Los directores más importantes, responsables a menudo de centros de producción públicos, rara vez se han dignado ocuparse del montaje de una obra española contemporánea; cuando han programado alguna solía presentarse sin escatimar medios materiales, pero sin librarse de un cierto aroma de función de segunda categoría.

Los críticos teatrales tampoco se han molestado, por regla general, en escudriñar lo que llegaba, cuando llegaba, de los dramaturgos "vivos"; un análisis riguroso hubiera contribuído a despertar un interés que difícilmente podía brotar del comentario fatigado y de la reticencia desconfiada.

Tanto el público como los autores mismos tienen también, naturalmente, su parte de responsabilidad. La pereza del primero no es difícil que choque con el estilo no siempre diáfano y comunicativo de los segundos. Aunque entre estos dos polos básicos el encuentro acabaría produciéndose si las circunstancias favorecieran un trato continuado.
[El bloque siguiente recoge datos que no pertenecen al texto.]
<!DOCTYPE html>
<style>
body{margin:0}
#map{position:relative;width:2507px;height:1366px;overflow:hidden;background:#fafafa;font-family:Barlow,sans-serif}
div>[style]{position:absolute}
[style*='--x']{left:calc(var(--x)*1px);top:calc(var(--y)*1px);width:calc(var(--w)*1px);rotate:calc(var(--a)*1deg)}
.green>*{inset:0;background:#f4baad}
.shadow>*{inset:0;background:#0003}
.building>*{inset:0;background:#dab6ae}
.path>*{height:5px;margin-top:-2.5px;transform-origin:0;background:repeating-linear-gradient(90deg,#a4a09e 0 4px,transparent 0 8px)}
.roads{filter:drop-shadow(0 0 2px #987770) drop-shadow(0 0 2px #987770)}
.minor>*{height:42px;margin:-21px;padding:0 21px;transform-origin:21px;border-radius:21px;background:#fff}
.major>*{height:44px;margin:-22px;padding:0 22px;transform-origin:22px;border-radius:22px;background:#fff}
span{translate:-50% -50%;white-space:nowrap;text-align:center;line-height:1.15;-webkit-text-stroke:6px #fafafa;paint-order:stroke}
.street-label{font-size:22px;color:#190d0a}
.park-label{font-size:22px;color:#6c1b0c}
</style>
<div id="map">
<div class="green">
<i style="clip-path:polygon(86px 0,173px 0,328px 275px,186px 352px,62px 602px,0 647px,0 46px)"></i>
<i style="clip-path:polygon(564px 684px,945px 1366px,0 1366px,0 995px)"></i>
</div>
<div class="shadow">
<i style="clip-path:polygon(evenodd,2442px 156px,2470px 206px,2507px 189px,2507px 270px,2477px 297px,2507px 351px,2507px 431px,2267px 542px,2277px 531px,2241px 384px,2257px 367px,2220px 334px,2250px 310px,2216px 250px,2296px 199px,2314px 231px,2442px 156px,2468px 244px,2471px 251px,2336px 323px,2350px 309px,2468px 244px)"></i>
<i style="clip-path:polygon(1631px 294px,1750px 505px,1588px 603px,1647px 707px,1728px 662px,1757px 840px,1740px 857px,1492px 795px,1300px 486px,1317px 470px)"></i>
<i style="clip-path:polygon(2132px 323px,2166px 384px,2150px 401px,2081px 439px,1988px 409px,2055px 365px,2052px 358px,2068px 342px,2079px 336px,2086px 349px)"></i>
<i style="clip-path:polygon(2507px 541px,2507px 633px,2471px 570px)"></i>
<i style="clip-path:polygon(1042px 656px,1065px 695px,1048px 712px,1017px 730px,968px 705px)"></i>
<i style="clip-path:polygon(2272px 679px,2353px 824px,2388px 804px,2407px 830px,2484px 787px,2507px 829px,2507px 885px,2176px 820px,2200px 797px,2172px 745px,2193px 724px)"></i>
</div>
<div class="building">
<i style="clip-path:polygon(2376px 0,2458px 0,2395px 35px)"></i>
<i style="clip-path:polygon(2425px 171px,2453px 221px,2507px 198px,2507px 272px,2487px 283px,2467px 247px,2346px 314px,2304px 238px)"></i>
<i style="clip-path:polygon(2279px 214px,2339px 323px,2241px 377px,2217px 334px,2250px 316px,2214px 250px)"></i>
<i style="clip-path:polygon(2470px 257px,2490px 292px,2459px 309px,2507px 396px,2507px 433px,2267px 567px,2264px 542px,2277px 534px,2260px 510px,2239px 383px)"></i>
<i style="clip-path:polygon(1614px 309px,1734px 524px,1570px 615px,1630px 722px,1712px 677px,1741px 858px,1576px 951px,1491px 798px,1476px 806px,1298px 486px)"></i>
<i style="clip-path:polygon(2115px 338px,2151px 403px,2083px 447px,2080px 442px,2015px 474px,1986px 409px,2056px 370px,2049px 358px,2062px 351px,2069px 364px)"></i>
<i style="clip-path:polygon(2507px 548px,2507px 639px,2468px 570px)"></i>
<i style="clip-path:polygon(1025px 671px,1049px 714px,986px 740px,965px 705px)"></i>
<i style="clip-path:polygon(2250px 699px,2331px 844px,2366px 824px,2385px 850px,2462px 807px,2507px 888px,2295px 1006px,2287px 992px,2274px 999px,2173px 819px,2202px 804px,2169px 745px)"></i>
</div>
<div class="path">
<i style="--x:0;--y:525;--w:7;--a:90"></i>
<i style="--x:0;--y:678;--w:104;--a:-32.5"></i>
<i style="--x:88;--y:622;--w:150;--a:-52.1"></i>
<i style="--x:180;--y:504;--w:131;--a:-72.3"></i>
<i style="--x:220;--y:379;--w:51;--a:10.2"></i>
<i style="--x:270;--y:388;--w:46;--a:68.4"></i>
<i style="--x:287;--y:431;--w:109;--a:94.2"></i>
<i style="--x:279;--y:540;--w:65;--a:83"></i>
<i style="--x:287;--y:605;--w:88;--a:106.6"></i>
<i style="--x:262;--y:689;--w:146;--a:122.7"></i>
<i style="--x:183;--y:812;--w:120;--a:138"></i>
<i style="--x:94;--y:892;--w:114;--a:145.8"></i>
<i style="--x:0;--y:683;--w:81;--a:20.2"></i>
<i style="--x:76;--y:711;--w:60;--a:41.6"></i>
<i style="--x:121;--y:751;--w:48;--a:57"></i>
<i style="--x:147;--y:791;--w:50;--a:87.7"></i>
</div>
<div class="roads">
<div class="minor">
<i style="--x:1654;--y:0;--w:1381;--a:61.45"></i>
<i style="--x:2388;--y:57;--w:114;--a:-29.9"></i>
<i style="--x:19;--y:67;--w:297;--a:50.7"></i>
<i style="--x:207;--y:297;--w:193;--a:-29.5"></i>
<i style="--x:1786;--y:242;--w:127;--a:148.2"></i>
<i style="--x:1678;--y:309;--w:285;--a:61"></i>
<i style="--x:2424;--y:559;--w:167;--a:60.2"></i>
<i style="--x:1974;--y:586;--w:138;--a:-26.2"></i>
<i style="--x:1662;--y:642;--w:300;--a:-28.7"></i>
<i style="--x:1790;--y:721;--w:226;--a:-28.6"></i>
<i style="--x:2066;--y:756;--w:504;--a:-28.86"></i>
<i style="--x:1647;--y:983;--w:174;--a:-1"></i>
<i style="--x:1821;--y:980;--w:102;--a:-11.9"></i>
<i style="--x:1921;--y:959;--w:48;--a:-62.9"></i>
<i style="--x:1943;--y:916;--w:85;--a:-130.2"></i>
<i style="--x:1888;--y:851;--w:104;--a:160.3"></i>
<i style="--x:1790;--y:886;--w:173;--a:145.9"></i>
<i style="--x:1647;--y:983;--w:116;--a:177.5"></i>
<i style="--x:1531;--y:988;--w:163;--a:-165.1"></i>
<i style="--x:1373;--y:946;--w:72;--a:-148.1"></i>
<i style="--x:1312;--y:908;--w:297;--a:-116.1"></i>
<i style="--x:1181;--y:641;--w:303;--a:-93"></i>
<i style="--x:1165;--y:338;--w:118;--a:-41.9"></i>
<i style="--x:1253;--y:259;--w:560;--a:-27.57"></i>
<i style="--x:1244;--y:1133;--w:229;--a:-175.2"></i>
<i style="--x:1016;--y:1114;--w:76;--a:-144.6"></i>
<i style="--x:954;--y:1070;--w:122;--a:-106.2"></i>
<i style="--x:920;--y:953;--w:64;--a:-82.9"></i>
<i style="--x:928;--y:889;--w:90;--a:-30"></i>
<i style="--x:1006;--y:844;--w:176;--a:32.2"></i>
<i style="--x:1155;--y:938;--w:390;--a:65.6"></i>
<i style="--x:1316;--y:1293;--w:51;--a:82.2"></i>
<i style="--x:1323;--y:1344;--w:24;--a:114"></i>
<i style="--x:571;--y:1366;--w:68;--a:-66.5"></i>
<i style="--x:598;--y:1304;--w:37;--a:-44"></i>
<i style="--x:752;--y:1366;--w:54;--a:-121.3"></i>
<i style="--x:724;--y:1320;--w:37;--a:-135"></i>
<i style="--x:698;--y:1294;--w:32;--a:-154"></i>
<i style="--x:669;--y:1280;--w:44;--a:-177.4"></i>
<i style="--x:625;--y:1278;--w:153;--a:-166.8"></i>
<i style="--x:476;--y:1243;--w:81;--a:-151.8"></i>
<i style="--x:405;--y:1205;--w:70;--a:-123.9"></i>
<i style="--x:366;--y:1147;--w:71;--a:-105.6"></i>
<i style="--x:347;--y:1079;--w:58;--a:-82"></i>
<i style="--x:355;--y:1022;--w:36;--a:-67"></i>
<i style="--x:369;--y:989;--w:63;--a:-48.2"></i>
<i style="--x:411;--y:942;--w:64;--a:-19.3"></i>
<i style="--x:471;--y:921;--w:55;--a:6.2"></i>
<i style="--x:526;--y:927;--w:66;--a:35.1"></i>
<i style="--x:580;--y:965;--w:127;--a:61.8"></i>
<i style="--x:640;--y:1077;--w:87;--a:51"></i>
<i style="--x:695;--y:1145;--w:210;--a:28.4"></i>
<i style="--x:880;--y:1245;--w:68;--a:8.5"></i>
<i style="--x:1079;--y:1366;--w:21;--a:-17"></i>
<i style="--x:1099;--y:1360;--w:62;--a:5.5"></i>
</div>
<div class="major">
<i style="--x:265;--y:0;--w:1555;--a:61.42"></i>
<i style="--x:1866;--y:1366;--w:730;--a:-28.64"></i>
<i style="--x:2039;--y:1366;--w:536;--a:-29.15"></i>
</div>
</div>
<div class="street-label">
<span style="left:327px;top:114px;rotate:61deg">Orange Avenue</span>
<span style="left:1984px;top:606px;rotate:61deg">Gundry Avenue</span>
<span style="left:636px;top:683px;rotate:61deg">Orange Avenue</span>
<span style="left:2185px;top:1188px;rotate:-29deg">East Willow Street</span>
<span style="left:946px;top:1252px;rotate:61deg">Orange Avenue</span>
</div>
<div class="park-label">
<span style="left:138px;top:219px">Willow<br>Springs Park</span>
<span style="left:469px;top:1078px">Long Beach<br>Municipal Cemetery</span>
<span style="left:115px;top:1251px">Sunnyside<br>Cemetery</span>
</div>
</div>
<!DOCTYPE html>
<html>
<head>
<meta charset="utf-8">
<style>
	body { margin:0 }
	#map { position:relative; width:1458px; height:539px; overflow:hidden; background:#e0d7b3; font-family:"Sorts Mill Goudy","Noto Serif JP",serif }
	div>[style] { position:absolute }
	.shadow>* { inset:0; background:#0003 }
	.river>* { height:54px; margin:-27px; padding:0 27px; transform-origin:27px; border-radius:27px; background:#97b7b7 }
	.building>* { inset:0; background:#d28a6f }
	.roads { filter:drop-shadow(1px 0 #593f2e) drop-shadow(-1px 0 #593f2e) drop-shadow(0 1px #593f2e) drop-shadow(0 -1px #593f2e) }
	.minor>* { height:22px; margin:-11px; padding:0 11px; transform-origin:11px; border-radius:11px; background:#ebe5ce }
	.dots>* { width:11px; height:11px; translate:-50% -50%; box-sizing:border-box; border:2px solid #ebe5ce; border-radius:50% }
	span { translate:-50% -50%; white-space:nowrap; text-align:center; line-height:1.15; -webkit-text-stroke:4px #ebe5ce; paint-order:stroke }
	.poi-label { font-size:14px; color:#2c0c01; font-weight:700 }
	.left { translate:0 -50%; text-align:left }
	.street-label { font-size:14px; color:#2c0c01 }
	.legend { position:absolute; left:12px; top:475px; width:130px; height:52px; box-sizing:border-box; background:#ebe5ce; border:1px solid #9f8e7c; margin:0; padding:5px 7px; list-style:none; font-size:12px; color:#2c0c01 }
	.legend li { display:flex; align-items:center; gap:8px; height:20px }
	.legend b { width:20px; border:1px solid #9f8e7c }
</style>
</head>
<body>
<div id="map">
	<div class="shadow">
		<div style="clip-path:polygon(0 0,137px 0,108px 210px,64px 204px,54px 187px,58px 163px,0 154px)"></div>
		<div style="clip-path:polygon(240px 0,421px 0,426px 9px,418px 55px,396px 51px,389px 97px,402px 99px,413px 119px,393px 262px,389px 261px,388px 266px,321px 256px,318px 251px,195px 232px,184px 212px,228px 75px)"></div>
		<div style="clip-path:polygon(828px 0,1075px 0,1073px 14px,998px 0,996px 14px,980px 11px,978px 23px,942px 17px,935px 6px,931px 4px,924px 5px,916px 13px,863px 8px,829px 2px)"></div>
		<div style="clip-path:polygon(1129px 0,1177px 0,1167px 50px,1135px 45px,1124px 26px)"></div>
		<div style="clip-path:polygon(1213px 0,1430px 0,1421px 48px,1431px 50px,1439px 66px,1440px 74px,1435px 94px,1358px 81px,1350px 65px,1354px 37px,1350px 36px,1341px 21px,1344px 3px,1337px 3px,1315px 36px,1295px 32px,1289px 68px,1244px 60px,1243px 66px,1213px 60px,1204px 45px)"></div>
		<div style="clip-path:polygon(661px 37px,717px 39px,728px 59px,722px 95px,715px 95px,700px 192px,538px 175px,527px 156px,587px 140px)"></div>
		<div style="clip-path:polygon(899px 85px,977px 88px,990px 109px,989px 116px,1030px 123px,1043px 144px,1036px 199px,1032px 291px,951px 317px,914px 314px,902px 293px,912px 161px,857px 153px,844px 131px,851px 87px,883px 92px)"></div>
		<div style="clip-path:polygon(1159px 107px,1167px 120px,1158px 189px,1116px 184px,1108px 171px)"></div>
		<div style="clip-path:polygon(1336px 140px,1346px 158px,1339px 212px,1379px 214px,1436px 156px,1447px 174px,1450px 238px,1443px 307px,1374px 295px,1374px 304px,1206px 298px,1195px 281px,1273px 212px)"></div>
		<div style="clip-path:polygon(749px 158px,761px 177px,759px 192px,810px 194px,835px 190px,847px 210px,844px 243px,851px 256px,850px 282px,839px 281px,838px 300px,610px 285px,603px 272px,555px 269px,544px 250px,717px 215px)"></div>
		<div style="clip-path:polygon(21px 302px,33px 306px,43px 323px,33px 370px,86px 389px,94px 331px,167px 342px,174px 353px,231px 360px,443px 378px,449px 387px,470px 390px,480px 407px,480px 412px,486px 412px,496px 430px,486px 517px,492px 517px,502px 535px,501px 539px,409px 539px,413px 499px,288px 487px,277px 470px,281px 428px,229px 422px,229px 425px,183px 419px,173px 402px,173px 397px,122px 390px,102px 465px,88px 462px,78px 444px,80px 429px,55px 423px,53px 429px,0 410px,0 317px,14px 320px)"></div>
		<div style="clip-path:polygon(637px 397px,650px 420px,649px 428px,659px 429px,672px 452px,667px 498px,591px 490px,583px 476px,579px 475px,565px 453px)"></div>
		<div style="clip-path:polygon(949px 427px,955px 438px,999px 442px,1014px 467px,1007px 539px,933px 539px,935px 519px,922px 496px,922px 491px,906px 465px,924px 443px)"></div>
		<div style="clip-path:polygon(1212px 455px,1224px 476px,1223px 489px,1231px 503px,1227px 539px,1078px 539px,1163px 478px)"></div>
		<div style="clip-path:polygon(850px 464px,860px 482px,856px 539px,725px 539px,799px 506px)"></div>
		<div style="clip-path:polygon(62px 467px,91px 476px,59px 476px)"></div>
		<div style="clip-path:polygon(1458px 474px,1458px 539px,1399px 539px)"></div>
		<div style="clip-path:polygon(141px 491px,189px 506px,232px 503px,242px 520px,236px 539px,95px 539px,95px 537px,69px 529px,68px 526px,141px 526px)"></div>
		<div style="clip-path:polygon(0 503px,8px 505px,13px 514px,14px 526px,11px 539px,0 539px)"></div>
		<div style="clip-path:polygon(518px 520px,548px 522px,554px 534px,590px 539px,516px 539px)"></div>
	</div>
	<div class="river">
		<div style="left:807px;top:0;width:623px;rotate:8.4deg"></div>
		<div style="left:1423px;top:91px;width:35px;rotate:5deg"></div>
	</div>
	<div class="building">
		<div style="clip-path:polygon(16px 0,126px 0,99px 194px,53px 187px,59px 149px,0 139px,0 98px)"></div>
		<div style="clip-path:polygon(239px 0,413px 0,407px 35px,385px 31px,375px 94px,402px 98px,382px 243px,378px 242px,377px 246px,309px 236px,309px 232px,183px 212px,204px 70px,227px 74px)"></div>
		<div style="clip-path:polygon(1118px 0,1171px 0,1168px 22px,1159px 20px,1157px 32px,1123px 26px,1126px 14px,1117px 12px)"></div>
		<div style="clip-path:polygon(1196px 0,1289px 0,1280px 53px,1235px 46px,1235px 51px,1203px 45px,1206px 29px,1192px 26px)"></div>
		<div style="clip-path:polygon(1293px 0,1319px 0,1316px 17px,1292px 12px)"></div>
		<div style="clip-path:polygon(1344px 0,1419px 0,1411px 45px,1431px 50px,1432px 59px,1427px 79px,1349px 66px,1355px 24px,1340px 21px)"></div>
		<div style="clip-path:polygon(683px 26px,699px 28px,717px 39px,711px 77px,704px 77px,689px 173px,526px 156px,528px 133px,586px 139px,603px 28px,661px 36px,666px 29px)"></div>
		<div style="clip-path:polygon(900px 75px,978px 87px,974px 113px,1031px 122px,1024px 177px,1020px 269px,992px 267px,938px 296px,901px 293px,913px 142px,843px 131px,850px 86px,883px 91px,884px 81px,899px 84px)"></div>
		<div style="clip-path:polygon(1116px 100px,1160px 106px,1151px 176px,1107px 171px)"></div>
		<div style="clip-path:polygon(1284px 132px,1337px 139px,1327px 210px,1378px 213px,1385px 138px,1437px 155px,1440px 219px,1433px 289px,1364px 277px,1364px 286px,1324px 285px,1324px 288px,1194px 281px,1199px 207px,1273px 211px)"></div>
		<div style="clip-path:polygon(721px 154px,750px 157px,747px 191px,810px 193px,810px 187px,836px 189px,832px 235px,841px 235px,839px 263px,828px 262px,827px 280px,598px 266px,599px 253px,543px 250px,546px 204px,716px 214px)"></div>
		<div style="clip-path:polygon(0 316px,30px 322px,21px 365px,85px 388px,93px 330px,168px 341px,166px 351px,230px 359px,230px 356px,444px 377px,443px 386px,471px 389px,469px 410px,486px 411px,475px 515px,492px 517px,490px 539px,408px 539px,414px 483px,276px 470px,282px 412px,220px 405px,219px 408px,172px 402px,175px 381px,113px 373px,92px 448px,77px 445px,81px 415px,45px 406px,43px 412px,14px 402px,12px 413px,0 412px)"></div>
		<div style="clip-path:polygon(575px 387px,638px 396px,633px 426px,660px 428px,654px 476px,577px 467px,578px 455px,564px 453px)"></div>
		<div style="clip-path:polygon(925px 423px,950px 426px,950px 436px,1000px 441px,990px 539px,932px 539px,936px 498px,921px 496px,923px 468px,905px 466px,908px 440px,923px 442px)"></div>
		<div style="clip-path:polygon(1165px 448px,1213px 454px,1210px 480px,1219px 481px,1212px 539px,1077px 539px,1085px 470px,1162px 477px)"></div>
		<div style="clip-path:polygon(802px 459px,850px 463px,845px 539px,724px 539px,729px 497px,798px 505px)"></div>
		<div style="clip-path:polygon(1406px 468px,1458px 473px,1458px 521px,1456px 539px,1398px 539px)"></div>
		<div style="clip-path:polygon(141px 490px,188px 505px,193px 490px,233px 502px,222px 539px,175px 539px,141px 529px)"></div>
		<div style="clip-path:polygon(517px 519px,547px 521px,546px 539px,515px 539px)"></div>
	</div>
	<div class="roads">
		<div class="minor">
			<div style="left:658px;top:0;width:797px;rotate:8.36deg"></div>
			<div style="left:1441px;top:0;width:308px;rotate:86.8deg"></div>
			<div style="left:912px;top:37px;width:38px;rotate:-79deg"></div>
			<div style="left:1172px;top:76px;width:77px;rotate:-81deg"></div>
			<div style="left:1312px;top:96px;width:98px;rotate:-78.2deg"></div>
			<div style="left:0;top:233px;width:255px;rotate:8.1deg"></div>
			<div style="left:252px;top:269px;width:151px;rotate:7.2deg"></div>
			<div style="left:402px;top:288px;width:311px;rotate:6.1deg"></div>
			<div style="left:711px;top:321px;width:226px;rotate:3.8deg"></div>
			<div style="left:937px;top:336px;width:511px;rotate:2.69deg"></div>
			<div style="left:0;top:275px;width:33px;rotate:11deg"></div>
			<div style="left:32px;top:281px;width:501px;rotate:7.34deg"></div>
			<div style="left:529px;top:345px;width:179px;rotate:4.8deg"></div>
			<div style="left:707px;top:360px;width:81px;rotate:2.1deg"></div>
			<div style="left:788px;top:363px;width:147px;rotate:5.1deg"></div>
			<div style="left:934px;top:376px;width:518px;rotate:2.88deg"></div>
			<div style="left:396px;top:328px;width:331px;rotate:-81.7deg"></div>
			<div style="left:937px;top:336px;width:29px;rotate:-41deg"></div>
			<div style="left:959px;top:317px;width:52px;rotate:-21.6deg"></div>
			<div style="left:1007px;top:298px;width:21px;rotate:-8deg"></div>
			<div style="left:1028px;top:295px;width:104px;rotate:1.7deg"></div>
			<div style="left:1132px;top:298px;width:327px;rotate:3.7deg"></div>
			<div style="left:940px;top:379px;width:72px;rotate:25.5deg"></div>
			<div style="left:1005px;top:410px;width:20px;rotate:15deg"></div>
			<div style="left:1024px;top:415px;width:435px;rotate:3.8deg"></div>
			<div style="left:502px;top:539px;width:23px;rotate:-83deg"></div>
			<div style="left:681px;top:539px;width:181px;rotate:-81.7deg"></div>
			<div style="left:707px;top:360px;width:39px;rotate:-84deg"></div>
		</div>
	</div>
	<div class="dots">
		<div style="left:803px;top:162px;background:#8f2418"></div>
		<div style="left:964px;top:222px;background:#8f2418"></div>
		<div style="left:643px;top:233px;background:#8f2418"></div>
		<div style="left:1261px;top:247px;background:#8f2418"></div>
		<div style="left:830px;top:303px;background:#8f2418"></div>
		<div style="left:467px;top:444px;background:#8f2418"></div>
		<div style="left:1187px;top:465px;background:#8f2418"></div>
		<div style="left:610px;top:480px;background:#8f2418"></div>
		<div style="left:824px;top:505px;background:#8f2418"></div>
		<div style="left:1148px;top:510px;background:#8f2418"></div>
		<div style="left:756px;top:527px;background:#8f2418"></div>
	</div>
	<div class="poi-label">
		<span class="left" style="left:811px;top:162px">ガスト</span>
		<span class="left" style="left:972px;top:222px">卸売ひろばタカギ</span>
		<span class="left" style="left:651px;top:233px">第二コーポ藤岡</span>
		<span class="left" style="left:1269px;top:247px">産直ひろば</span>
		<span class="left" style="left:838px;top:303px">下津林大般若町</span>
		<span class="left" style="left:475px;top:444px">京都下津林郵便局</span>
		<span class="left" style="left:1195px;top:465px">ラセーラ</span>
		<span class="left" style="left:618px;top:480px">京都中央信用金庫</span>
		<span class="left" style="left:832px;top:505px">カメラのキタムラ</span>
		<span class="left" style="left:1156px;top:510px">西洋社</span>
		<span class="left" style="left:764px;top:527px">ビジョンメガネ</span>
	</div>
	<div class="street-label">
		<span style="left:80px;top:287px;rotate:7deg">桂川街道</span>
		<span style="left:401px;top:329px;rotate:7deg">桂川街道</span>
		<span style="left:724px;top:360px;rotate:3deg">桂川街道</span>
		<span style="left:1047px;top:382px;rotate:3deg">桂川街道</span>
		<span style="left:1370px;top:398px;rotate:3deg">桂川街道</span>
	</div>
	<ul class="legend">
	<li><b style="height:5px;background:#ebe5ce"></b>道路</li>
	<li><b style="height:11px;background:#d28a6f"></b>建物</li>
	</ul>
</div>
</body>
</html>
¿Seguiremos siempre así? Los éxitos notorios que consiguen abrirse paso, ¿continuarán instalados en la zona privilegiada de la excepción? Urge romper el silencio. No será tarea de un día ni de un año, pero es preciso acabar de una vez con tan nefasta y enconada tradición; cuando las muchas voces valiosas de nuestros dramaturgos viejos y jóvenes resuenen sobre nuestros escenarios con la abundancia que merecen, comprobarán todos, conjurados y no conjurados, el absurdo y la injusticia de la conspiración.